The researchers created a mathematical algorithm to calculate this intervention in evolutionary medicine applications. The algorithm's output is a prescription for dynamically altering the drug dosages or types to stay on the target path. The team demonstrated their technique by using it to manipulate evolution in simulations of living cells. These simulations were based on experimental data from an earlier study on a set of mutants showing varying degrees of resistance to anti-malarial drugs.
Counterdiabatic driving changed the proportion of mutants, affecting the population's overall drug sensitivity, faster and with better control than could be expected using current experimental methods in evolutionary medicine.
Given the team's promising findings, the next phase of their research will be to conduct direct experimental testing of the approach. As the first example of counterdiabatic driving in a biological context, the researchers are hopeful that their work could provide a foundation for a novel area of study: quantum-inspired biological control. The researchers plan to apply these ideas to other biological systems that share similarities with evolution, such as stem cell development and ecology.
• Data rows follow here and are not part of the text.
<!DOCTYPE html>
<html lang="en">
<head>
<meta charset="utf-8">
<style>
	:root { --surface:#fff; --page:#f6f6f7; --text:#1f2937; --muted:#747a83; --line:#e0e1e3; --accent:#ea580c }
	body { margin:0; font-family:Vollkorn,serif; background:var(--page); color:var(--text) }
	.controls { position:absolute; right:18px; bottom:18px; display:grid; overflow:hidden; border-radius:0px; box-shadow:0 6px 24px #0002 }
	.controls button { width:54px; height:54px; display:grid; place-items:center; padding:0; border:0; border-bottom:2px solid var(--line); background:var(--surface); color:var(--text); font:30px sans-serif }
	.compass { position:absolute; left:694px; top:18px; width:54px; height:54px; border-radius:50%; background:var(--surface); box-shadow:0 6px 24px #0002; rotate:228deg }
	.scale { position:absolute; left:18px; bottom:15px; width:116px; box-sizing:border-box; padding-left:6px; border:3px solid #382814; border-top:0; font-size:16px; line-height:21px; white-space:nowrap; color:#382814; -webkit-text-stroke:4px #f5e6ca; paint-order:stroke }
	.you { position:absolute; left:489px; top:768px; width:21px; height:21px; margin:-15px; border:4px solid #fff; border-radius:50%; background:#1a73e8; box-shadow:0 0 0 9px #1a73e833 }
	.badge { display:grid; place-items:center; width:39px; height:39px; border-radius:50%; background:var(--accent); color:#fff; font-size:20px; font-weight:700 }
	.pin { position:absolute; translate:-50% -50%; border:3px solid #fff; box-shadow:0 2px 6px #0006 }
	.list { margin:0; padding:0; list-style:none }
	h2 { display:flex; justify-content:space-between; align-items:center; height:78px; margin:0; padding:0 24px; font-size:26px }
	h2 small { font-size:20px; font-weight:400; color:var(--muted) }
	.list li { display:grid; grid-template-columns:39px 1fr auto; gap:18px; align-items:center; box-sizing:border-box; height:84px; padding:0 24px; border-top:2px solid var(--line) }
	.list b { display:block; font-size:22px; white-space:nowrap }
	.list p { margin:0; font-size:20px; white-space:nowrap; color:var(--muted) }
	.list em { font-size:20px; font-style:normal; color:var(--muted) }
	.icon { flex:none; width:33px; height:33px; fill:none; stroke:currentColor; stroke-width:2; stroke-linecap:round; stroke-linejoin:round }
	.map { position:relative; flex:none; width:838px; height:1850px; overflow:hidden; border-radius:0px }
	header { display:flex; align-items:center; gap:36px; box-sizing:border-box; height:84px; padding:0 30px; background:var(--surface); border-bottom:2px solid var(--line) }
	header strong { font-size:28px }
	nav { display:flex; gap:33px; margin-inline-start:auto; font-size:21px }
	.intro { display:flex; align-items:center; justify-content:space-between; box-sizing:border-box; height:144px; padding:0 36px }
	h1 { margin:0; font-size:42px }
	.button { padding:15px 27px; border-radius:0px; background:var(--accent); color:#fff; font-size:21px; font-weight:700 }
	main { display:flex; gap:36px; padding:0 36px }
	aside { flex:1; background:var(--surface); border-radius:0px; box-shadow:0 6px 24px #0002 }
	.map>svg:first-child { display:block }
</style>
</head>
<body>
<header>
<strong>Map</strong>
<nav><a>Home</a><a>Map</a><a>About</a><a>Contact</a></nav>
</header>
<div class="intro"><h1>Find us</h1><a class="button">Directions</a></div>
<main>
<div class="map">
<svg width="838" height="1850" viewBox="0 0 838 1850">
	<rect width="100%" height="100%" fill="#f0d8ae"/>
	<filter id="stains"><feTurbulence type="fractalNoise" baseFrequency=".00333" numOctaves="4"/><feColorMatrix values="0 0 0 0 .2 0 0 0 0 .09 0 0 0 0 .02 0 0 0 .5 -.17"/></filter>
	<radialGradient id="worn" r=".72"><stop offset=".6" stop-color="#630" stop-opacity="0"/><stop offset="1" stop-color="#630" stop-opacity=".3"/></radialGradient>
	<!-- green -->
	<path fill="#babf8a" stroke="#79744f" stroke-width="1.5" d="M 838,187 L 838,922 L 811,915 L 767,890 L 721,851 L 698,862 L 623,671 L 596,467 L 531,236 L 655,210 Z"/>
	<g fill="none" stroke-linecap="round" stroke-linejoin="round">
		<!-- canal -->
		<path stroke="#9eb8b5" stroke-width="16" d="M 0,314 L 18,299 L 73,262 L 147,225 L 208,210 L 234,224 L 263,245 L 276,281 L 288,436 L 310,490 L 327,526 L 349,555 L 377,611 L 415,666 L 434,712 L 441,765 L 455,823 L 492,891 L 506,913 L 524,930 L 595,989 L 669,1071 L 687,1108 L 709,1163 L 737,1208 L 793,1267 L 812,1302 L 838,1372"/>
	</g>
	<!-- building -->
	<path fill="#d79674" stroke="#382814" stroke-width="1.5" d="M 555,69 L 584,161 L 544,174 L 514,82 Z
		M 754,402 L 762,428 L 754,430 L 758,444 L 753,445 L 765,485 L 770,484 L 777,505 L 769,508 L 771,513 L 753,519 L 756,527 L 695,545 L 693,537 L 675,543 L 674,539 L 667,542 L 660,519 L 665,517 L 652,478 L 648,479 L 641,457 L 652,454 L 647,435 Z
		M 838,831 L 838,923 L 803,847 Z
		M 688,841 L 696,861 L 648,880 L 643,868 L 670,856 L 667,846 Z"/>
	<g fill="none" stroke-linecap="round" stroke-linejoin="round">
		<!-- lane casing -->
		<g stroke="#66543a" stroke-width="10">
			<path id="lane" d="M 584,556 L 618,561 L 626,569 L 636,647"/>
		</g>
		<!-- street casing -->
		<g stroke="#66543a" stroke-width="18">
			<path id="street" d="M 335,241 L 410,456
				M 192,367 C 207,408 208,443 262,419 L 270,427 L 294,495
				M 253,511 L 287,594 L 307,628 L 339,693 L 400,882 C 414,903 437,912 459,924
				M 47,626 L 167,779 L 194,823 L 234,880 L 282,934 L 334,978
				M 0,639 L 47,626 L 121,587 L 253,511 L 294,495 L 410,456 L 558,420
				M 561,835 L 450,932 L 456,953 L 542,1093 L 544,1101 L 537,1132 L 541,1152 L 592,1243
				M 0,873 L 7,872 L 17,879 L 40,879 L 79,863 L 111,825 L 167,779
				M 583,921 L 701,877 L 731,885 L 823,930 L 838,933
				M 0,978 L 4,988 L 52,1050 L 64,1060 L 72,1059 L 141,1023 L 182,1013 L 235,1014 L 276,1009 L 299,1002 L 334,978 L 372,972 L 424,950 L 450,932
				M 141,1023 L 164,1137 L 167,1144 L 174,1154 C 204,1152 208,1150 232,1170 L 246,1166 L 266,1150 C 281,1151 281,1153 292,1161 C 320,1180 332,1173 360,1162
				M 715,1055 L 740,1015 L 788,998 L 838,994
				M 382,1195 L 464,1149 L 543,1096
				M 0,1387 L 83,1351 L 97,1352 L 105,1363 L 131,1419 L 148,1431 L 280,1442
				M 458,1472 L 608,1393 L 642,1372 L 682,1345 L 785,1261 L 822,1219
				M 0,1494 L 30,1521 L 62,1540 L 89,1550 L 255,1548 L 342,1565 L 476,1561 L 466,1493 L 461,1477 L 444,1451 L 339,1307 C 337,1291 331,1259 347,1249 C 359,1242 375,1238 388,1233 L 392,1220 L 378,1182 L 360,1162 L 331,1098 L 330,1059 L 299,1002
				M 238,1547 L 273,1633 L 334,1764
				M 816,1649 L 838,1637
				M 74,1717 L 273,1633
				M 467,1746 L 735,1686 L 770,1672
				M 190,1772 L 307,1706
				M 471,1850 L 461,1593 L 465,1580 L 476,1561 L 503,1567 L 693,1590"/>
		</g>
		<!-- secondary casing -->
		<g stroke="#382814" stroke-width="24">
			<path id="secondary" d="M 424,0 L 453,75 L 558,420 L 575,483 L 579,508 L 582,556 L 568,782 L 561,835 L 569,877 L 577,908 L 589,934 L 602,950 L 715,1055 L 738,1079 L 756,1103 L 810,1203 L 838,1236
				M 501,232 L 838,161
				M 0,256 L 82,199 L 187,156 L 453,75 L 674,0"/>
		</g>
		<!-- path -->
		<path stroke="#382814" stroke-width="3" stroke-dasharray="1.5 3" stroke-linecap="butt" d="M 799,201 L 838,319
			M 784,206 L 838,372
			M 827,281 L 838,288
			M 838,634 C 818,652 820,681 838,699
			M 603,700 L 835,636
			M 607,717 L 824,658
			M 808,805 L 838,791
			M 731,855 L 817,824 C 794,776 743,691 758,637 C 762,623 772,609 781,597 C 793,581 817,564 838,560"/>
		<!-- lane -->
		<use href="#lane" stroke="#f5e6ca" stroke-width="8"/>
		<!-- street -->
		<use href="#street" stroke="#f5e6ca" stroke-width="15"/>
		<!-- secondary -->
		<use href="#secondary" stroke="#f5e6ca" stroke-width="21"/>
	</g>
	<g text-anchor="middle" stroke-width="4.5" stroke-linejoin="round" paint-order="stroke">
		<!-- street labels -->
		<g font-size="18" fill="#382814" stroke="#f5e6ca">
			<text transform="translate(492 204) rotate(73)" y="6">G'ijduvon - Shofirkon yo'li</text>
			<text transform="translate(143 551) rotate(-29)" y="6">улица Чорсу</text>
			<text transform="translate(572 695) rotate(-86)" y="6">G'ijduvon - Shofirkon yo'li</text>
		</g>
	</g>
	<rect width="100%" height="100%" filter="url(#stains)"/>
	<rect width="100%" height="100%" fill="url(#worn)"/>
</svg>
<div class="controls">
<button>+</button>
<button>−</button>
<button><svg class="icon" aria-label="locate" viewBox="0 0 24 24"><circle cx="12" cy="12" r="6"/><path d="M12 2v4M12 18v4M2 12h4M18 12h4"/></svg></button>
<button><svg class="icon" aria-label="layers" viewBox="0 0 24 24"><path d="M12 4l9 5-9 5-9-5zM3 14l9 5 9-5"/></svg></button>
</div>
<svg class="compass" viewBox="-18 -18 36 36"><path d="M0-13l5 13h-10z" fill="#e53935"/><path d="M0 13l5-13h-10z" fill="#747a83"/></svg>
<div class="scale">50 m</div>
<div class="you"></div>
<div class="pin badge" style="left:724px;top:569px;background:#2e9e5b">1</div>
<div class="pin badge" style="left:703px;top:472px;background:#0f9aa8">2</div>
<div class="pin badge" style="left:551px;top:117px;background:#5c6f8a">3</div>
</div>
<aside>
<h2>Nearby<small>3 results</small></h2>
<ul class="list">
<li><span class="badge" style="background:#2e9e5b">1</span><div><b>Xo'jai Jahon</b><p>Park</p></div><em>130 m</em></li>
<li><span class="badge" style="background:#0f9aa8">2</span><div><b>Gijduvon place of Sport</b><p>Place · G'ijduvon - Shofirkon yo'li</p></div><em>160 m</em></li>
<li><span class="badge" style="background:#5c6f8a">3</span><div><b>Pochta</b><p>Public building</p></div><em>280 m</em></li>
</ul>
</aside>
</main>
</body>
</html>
In addition to Drs. Hinczewski and Scott, the work was led by co-first authors Shamreen Iram, Emily Dolson, Ph.D., and Joshua Chiel, part of a collaboration that included Prof. Sebastian Deffner, at the University of Maryland, Baltimore County, and Efe Ilker, Ph.D., of the Institut Curie in Paris.
This research was supported by National Science Foundation grants MCB-1651560 and CHE-1648973, NIH grants R37CA244613 and K12CA076917, and Labex CelTisPhyBio grants ANR-11-LABX-0038 and ANR-10-IDEX-0001-02.